Ele riu baixinho e assentiu.

 

— Você que manda, senhorita!

 

Ela riu. Após aquele papo agradável, chegaram ao prédio da garota. Ray continuou a segurar sua mão, apertou carinhosamente os seus dedos, e Michael tentou conter um suspiro apaixonado. Por fim, virou-se para ele, iriam entrar no estúdio agora, não poderiam conversar enquanto ela estivesse em sessão.

 

— Você pode me assistir? Vão ser só algumas fotos.

 

— V-você… eu posso?

 

Ele parecia surpreso, achava que ela só queria uma companhia para chegar ao lugar. Ray riu baixinho e assentiu.

 

— Claro! Ah, mais uma coisa… você também desenha pessoas, não é?

 

Ele aquiesceu.

 

— Eu tento.

 

— Legal. Você faria um desenho meu?

 

— Eu, er… C-claro! Você quer que eu reproduza uma das suas fotos novas?

 

— Na verdade, eu queria ir na sua casa. Você podia me desenhar ao vivo, o que acha?

 

Michael tentou disfarçar a expressão de surpresa em seu rosto. Ele havia acabado de sair de uma conversa difícil com o seu produtor para um passeio divertido com a garota dos seus pensamentos, e agora todos aqueles pedidos inusitados… era uma montanha-russa de sentimentos. Ele queria saber até onde isso o levaria.

 

— Você sabe que eu não te negaria nada.

 

Ele brincou, rindo baixinho. A garota dessa vez não o acompanhou, mas sorriu de forma cúmplice.

 

— Não negaria nada mesmo...?

 

Mesmo sua voz entoou diferente, o que o fez questionar-se sobre suas intenções. Logo, ela foi chamada para a sala branca.

 

— Minha vez. Vamos!

 

O puxou para dentro e a sessão iniciou.

 

x ----- x

 

Mansão dos Jacksons - 17:15 hrs

 

Michael não estava brincando quando pensava estar em uma montanha-russa de sentimentos, pois o passeio agradável foi cortado pela presença de seu pai.

 

Era fim de tarde, Ray e Michael ainda deram uma volta pelos quarteirões antes que ele lhe desse carona. Não houve nada demais no passeio, mas foi suficiente para que Michael espairecesse a mente daquele dia agitado e sentisse o prazer de uma boa companhia.

 

Retornou para Encino, para a casa dos pais. Michael foi o único de seus irmãos mais velhos que decidiu que ainda moraria com eles, não conseguia largar sua mãe de jeito nenhum.
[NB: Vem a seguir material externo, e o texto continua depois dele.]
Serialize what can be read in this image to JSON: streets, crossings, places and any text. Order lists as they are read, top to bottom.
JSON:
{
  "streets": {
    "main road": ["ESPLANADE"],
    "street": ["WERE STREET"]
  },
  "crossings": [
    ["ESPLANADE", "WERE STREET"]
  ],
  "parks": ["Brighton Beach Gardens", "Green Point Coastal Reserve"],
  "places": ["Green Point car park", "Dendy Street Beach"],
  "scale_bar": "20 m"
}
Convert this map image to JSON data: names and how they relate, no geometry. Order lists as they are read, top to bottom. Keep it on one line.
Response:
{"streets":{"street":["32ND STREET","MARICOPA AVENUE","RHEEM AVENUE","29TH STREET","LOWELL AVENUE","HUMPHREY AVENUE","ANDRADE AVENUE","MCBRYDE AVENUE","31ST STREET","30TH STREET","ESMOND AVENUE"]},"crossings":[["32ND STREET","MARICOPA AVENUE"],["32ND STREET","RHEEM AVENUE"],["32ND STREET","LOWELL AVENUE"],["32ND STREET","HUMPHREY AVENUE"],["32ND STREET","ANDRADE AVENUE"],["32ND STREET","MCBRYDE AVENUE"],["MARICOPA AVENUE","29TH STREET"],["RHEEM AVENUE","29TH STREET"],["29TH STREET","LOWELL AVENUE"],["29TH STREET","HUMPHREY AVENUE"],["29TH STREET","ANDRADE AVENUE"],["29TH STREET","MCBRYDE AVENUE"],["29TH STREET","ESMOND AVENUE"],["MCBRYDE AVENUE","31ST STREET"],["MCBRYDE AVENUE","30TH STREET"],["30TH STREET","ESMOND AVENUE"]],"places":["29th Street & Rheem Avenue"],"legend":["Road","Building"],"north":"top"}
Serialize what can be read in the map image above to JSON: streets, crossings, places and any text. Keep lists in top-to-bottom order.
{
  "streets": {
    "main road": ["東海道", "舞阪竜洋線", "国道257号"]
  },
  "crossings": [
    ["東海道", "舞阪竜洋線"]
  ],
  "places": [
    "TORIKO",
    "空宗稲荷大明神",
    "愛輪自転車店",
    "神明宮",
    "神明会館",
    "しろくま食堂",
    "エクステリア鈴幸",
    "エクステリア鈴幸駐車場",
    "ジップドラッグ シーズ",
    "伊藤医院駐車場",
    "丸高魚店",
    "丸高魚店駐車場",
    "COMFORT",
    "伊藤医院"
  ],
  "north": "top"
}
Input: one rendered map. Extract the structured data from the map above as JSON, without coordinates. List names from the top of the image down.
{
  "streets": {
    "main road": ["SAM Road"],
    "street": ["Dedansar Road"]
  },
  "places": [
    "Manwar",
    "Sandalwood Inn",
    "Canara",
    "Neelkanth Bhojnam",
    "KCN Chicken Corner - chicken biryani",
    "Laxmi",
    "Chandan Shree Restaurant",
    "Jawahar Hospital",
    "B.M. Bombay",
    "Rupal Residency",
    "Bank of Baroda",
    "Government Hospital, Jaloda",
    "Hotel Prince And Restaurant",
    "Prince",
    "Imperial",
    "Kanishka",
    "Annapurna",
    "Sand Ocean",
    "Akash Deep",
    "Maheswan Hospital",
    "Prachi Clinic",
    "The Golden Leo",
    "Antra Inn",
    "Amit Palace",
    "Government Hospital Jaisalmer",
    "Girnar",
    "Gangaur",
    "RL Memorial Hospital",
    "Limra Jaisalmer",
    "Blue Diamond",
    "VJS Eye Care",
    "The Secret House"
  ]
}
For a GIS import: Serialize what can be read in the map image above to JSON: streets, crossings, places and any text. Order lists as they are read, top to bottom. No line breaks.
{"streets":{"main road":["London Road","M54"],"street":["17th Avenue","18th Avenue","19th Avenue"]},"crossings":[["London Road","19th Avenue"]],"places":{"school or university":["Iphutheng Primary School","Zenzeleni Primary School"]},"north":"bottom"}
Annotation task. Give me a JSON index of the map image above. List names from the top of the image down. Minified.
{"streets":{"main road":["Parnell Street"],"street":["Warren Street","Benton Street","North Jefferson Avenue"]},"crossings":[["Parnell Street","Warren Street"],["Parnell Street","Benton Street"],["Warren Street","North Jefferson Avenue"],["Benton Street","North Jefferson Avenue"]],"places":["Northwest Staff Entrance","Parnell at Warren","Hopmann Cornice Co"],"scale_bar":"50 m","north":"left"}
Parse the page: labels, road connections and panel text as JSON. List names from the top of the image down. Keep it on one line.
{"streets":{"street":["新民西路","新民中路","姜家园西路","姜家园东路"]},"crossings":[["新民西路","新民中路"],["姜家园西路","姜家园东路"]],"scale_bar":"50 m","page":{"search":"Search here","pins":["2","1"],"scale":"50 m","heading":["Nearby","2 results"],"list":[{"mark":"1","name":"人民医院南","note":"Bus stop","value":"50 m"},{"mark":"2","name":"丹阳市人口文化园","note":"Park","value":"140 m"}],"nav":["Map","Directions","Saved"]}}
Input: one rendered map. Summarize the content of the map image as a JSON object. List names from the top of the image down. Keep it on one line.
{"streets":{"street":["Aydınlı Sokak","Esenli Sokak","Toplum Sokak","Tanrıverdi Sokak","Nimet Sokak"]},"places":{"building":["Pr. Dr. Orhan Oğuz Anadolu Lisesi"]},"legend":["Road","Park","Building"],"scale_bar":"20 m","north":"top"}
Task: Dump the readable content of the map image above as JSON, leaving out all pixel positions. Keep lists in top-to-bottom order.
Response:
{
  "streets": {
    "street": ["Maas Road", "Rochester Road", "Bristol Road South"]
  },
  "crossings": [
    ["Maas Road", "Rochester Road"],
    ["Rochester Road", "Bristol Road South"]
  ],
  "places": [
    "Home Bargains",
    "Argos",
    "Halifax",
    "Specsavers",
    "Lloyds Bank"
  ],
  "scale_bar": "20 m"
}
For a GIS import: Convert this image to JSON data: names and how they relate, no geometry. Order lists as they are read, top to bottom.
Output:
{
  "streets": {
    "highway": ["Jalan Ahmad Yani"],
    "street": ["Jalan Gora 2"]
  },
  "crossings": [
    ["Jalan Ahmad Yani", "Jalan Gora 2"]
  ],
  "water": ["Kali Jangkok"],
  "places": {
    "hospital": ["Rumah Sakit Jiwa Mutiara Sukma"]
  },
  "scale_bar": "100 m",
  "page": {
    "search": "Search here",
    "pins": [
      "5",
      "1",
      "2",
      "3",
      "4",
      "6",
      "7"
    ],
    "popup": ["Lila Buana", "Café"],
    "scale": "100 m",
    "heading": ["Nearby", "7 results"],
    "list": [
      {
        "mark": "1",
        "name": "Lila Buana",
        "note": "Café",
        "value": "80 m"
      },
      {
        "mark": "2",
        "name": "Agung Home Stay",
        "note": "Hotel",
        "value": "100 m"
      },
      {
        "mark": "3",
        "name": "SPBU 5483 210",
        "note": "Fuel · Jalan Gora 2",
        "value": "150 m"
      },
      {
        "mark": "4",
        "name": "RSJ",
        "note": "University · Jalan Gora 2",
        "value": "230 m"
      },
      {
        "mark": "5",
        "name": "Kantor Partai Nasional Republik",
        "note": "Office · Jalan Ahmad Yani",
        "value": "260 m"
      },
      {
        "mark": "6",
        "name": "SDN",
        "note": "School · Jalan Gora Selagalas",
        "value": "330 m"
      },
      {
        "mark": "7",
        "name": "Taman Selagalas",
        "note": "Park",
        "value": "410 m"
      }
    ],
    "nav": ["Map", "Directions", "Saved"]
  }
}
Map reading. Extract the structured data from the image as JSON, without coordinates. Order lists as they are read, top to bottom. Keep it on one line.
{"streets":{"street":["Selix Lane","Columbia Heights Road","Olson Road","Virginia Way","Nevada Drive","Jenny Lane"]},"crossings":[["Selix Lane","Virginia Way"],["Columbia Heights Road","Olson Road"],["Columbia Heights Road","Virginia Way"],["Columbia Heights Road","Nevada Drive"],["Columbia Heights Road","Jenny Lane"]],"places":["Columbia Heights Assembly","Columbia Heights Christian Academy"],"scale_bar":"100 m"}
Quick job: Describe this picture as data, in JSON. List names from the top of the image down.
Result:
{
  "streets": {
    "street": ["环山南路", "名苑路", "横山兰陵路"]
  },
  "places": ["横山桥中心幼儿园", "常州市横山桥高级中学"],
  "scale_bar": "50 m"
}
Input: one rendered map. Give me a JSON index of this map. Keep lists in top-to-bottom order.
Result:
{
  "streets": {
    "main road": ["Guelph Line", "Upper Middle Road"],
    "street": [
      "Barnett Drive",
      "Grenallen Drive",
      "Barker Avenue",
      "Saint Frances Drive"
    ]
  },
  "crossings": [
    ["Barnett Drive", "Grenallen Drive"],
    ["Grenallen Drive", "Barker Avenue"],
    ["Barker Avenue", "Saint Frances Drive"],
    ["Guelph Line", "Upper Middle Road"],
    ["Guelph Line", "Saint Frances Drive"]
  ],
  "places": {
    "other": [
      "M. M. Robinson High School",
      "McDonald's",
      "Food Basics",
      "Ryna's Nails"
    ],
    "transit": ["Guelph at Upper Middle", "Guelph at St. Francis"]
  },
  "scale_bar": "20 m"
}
Em contrapartida, precisaria suportar a companhia de Joe Jackson, o seu pai, que parecia mais insuportável agora com os resultados mornos do último álbum do filho. A pior parte era que não fazia muito tempo que Michael havia o demitido do cargo de assessor e contratado John Branca para esse papel. O deboche viria mais cedo ou mais tarde.

 

— Parabéns pelo seu lançamento, Michael.

 

Comentou o homem, sentado em sua poltrona, enquanto lia uma revista sobre música. Michael suspirou.

 

— Obrigado.

 

Sabia que seu pai não estava orgulhoso tanto quanto ele não estava satisfeito, mas nunca havia trocado deboches com o homem e não o faria agora.

 

— Pelo visto o tal de Branca está honrando o cargo, não é? E como está a sua divulgação?

 

— Eu... está tudo bem. Não tem nenhuma novidade…

 

O homem não parecia abalado, na verdade não parecia sequer expressivo.

 

— Pensei que as revistas de música queriam falar sobre você.

 

— Eu fiz algumas entrevistas sim, logo após o lançamento.

 

— Ah, sim, consigo contar nos dedos quantas foram.

 

Michael suspirou e assentiu.

 

— Sim, sim. Eu vou dormir agora, boa noite, pai.

 

Usou de sua voz branda e se retirou, subiu as escadas e trancou-se em seu quarto. Queria ter visto sua mãe antes de aposentar aquele dia, mas estava esgotado, ela teria que perdoá-lo.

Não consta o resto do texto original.